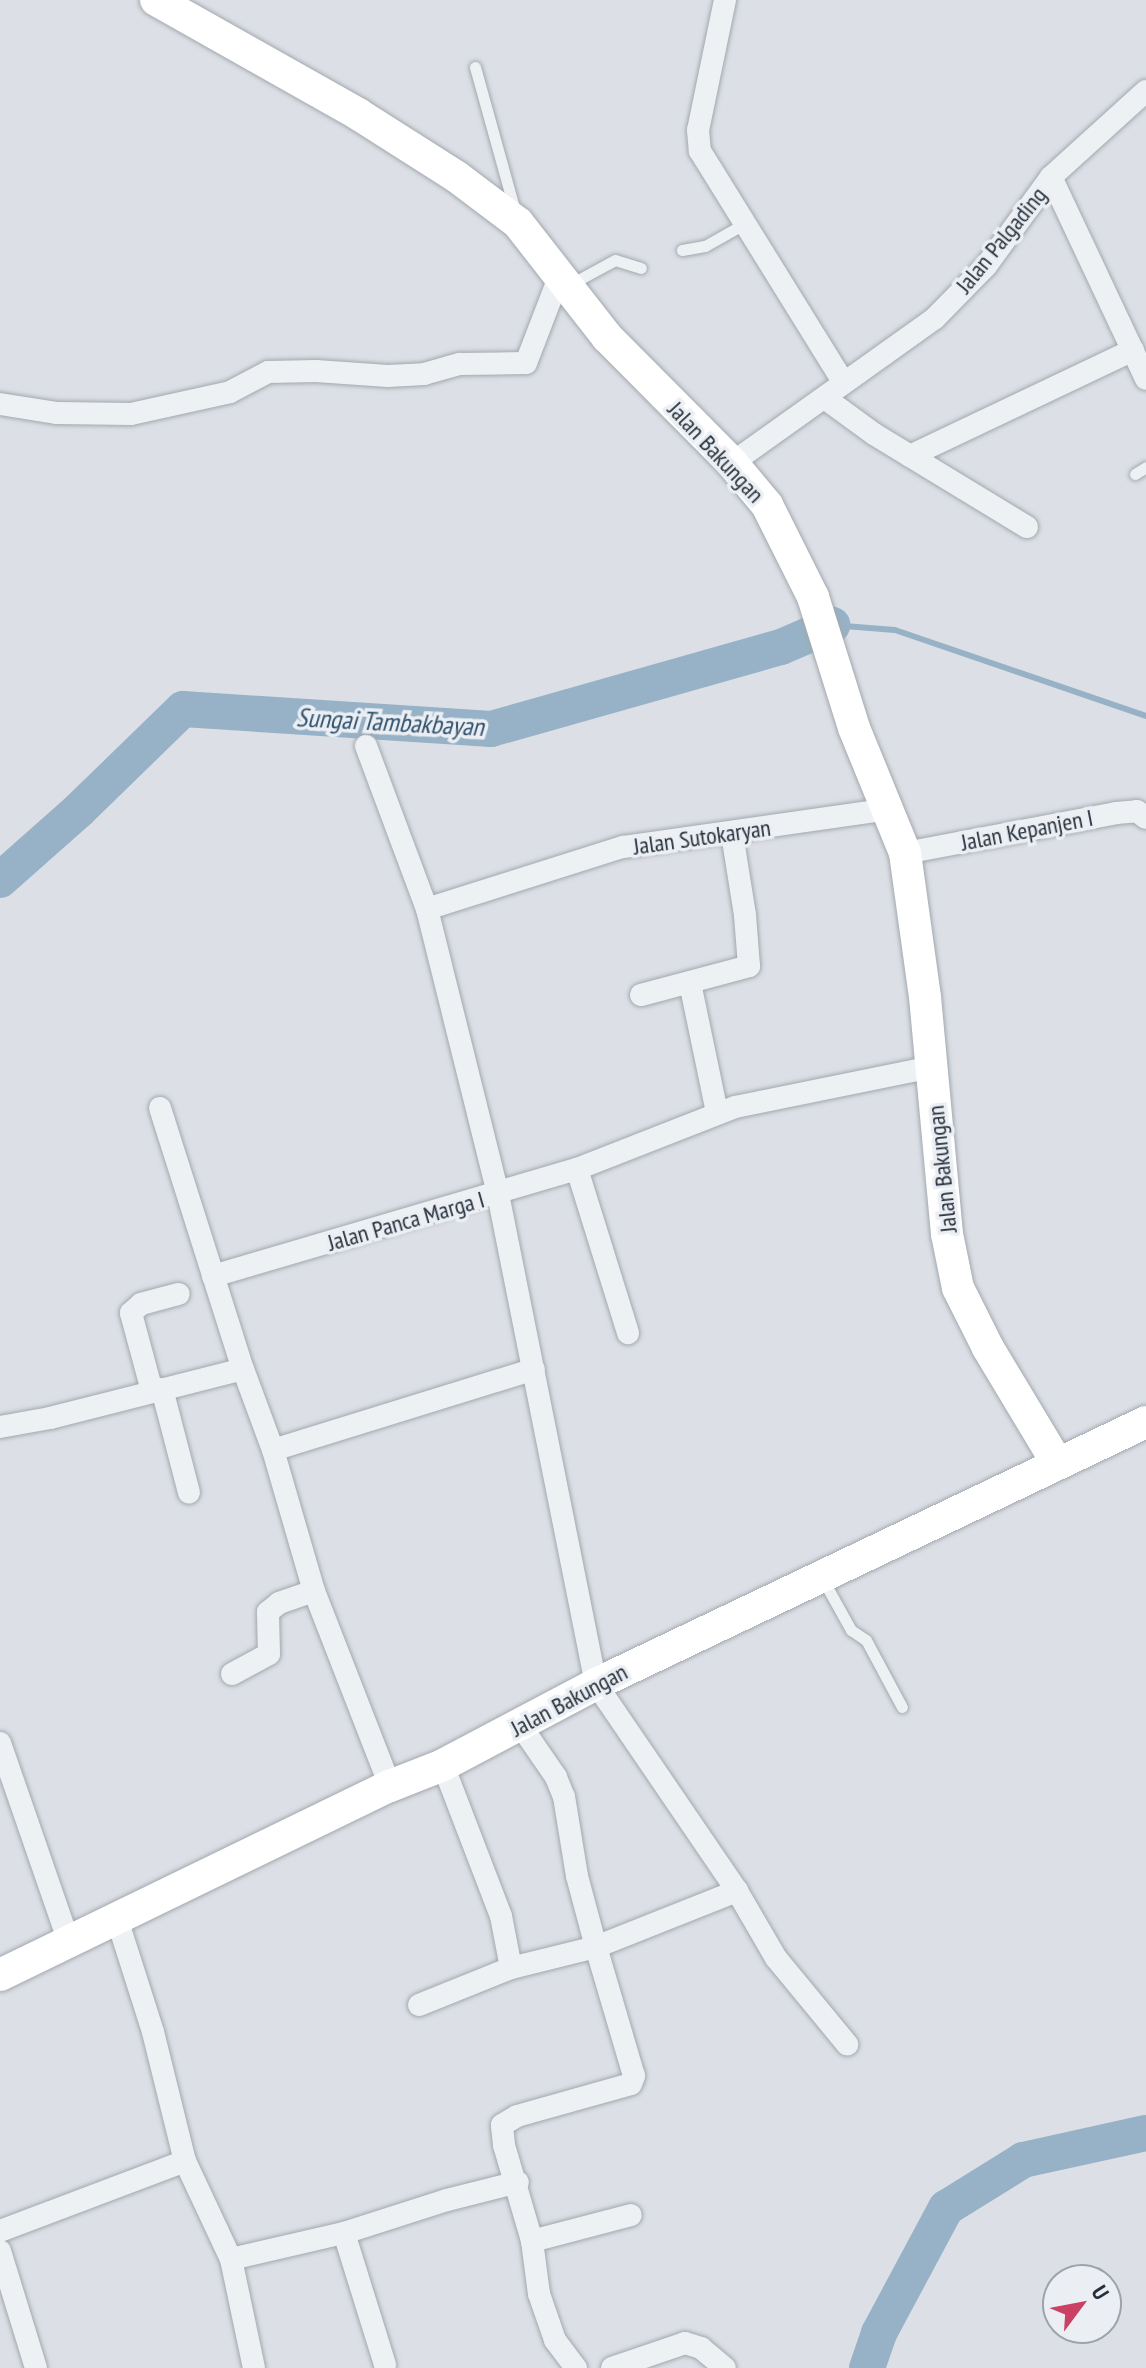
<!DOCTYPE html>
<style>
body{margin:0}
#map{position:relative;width:1146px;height:2368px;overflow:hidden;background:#dce0e6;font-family:"PT Sans Narrow",sans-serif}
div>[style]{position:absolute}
.stream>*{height:6px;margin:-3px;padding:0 3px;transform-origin:3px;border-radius:3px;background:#97b2c6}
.river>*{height:36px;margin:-18px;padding:0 18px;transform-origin:18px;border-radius:18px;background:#97b2c6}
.roads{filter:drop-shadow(0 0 2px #a2a8af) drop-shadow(0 0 2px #a2a8af)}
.lane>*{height:11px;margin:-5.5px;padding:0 5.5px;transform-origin:5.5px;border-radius:5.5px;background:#eef1f4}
.street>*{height:22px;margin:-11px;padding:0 11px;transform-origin:11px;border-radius:11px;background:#eef1f4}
.secondary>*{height:32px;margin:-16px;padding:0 16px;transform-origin:16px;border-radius:16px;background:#fff}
span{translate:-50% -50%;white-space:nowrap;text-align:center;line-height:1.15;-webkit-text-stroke:7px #ebeff4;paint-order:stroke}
.street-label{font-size:24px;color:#26303b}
.water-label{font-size:26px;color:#31526e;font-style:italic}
.north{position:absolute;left:1042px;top:2264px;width:80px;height:80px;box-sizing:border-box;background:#ebeff4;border:2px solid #9ca3aa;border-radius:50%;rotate:58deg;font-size:22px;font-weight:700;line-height:32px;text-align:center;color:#26303b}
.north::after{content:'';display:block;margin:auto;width:28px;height:36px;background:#ca4163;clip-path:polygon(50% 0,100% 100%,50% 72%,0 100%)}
</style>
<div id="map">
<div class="stream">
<i style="left:832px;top:625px;width:63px;rotate:4.5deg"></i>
<i style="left:895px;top:630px;width:265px;rotate:18.9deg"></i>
</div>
<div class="river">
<i style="left:0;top:880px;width:106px;rotate:-41.5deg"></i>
<i style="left:79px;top:810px;width:145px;rotate:-44.2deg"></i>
<i style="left:183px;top:709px;width:309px;rotate:3.7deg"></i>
<i style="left:491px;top:729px;width:301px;rotate:-15.8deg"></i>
<i style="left:781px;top:647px;width:56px;rotate:-23.3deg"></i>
<i style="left:867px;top:2368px;width:37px;rotate:-71deg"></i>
<i style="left:879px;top:2333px;width:142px;rotate:-61.8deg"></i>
<i style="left:946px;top:2208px;width:91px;rotate:-31.9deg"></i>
<i style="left:1023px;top:2160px;width:126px;rotate:-12.4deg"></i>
</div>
<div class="roads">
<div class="lane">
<i style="left:475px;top:67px;width:149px;rotate:74.5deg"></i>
<i style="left:682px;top:250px;width:23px;rotate:-10deg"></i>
<i style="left:705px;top:246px;width:45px;rotate:-29.4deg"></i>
<i style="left:569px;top:285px;width:52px;rotate:-28.5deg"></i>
<i style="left:615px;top:260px;width:27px;rotate:17deg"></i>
<i style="left:1135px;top:474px;width:13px;rotate:-32deg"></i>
<i style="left:822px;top:1578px;width:60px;rotate:60.9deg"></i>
<i style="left:851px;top:1630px;width:18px;rotate:34deg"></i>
<i style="left:866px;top:1640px;width:76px;rotate:61.8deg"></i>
</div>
<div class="street">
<i style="left:725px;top:0;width:133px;rotate:101.7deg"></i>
<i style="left:698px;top:130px;width:21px;rotate:85deg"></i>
<i style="left:700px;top:151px;width:272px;rotate:58.2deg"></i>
<i style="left:1051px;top:177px;width:223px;rotate:64.8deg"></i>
<i style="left:826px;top:399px;width:59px;rotate:36.1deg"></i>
<i style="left:874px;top:434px;width:179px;rotate:31.3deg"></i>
<i style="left:0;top:404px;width:58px;rotate:9deg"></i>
<i style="left:57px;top:413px;width:74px;rotate:0.8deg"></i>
<i style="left:131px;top:414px;width:101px;rotate:-12.5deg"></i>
<i style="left:230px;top:392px;width:43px;rotate:-27.8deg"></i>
<i style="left:268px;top:372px;width:48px;rotate:-1.2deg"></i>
<i style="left:316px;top:371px;width:72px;rotate:4deg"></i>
<i style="left:388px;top:376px;width:36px;rotate:-3deg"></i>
<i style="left:424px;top:374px;width:37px;rotate:-16deg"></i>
<i style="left:460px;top:364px;width:66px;rotate:-0.9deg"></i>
<i style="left:526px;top:363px;width:94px;rotate:-68.9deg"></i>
<i style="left:910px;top:456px;width:247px;rotate:-25.4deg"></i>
<i style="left:732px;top:463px;width:249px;rotate:-35.5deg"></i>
<i style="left:935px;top:318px;width:73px;rotate:-45.6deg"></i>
<i style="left:986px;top:266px;width:110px;rotate:-53.9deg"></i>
<i style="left:1051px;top:177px;width:128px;rotate:-42.2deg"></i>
<i style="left:366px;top:746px;width:174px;rotate:69.5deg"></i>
<i style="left:427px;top:909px;width:294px;rotate:76deg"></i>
<i style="left:498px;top:1194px;width:500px;rotate:78.7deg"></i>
<i style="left:596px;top:1684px;width:250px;rotate:55.7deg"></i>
<i style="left:737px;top:1891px;width:78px;rotate:59.8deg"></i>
<i style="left:776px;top:1958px;width:112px;rotate:50.5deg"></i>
<i style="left:905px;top:853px;width:215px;rotate:-10.7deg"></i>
<i style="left:1116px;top:813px;width:21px;rotate:-5deg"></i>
<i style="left:1137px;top:811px;width:11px;rotate:38deg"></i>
<i style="left:427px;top:909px;width:206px;rotate:-17.6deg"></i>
<i style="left:623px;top:847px;width:270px;rotate:-8.1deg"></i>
<i style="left:690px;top:983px;width:132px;rotate:78.2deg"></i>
<i style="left:641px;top:995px;width:112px;rotate:-15deg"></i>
<i style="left:749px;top:966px;width:51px;rotate:-94.5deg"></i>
<i style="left:745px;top:915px;width:82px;rotate:-99.1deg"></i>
<i style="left:160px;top:1108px;width:274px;rotate:72.4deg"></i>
<i style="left:243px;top:1369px;width:86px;rotate:69.7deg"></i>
<i style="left:273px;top:1450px;width:147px;rotate:73.8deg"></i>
<i style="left:314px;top:1591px;width:209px;rotate:68.7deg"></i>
<i style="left:577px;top:1169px;width:172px;rotate:72.7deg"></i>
<i style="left:213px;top:1276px;width:379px;rotate:-16.4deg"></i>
<i style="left:577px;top:1169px;width:170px;rotate:-21.4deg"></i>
<i style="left:735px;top:1107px;width:200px;rotate:-11.5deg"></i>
<i style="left:162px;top:1389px;width:107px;rotate:75.4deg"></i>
<i style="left:152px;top:1391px;width:81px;rotate:-105.1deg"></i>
<i style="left:131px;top:1313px;width:13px;rotate:-42deg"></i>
<i style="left:141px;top:1304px;width:39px;rotate:-15deg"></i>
<i style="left:0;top:1427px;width:51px;rotate:-10.2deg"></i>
<i style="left:50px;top:1418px;width:199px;rotate:-14.2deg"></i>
<i style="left:273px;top:1450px;width:273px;rotate:-17.2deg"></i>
<i style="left:232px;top:1674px;width:42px;rotate:-28.4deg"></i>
<i style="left:269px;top:1654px;width:42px;rotate:-91.4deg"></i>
<i style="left:268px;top:1612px;width:14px;rotate:-39deg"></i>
<i style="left:279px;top:1603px;width:37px;rotate:-19deg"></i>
<i style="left:0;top:1743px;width:211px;rotate:70.9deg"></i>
<i style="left:443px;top:1765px;width:162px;rotate:69deg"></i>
<i style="left:501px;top:1916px;width:53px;rotate:79.1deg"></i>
<i style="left:117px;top:1919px;width:119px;rotate:72.3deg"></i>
<i style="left:153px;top:2032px;width:133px;rotate:76.1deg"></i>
<i style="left:185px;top:2161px;width:108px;rotate:64.9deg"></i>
<i style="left:231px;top:2259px;width:116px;rotate:-13deg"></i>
<i style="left:344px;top:2233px;width:108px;rotate:-17.8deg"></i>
<i style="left:447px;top:2200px;width:73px;rotate:-14.2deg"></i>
<i style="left:419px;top:2005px;width:99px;rotate:-21.9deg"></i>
<i style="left:511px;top:1968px;width:88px;rotate:-13.9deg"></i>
<i style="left:596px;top:1947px;width:73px;rotate:-105deg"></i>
<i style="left:577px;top:1876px;width:80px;rotate:-99.3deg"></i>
<i style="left:564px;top:1797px;width:22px;rotate:-112deg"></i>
<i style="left:556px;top:1777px;width:62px;rotate:-124.5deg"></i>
<i style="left:0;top:2231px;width:198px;rotate:-20.7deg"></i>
<i style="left:344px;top:2233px;width:138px;rotate:72.7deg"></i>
<i style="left:532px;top:2241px;width:102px;rotate:-14.7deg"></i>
<i style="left:0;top:2251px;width:122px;rotate:72.9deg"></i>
<i style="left:231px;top:2259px;width:111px;rotate:78.1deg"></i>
<i style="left:576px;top:2368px;width:35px;rotate:-127deg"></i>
<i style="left:555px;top:2340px;width:49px;rotate:-109.2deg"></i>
<i style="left:539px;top:2294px;width:53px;rotate:-97.5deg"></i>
<i style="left:532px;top:2241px;width:100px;rotate:-106.3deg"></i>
<i style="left:504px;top:2145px;width:20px;rotate:-96deg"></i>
<i style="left:502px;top:2125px;width:17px;rotate:-31deg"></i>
<i style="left:517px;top:2116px;width:118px;rotate:-15.7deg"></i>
<i style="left:631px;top:2084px;width:9px;rotate:-69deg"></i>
<i style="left:634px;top:2076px;width:134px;rotate:-106.4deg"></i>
<i style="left:596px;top:1947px;width:152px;rotate:-21.7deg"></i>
<i style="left:612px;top:2368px;width:77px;rotate:-18.9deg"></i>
<i style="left:685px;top:2343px;width:17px;rotate:17deg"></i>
<i style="left:701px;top:2348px;width:31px;rotate:40deg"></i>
</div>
<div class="secondary">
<i style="left:156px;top:0;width:232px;rotate:29.4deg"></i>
<i style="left:358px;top:114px;width:117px;rotate:32.5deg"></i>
<i style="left:457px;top:177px;width:76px;rotate:37deg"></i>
<i style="left:518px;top:223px;width:145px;rotate:52deg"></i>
<i style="left:607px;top:337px;width:177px;rotate:45.2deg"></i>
<i style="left:732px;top:463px;width:55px;rotate:50.2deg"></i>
<i style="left:767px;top:505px;width:103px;rotate:63.4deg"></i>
<i style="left:813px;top:597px;width:137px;rotate:72.6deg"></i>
<i style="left:854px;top:728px;width:135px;rotate:67.8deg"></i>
<i style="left:905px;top:853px;width:145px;rotate:82.1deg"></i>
<i style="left:925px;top:997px;width:238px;rotate:84.7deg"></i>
<i style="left:947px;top:1234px;width:55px;rotate:78.5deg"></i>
<i style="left:958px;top:1288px;width:67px;rotate:63.4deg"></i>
<i style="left:988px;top:1348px;width:134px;rotate:59deg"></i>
<i style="left:0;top:1975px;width:433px;rotate:-25.9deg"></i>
<i style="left:390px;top:1786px;width:57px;rotate:-21.6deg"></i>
<i style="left:443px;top:1765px;width:173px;rotate:-27.9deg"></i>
<i style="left:596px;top:1684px;width:609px;rotate:-25.47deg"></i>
</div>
</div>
<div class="street-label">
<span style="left:1001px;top:240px;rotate:-51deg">Jalan Palgading</span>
<span style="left:716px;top:452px;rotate:47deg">Jalan Bakungan</span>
<span style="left:1027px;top:830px;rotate:-11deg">Jalan Kepanjen I</span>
<span style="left:702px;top:837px;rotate:-8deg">Jalan Sutokaryan</span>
<span style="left:942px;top:1169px;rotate:-96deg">Jalan Bakungan</span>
<span style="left:406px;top:1221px;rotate:-16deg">Jalan Panca Marga I</span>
<span style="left:569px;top:1700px;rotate:-28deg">Jalan Bakungan</span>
</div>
<div class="water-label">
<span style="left:390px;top:722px;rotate:3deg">Sungai Tambakbayan</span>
</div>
<div class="north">U</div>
</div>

:::::

### What you are asked to do
Leave out the pictures. Transcribe only the lines above, from the first through the one that contains "2px #a2a8af) drop-shadow(0".

### Answer
<!DOCTYPE html>
<style>
body{margin:0}
#map{position:relative;width:1146px;height:2368px;overflow:hidden;background:#dce0e6;font-family:"PT Sans Narrow",sans-serif}
div>[style]{position:absolute}
.stream>*{height:6px;margin:-3px;padding:0 3px;transform-origin:3px;border-radius:3px;background:#97b2c6}
.river>*{height:36px;margin:-18px;padding:0 18px;transform-origin:18px;border-radius:18px;background:#97b2c6}
.roads{filter:drop-shadow(0 0 2px #a2a8af) drop-shadow(0 0 2px #a2a8af)}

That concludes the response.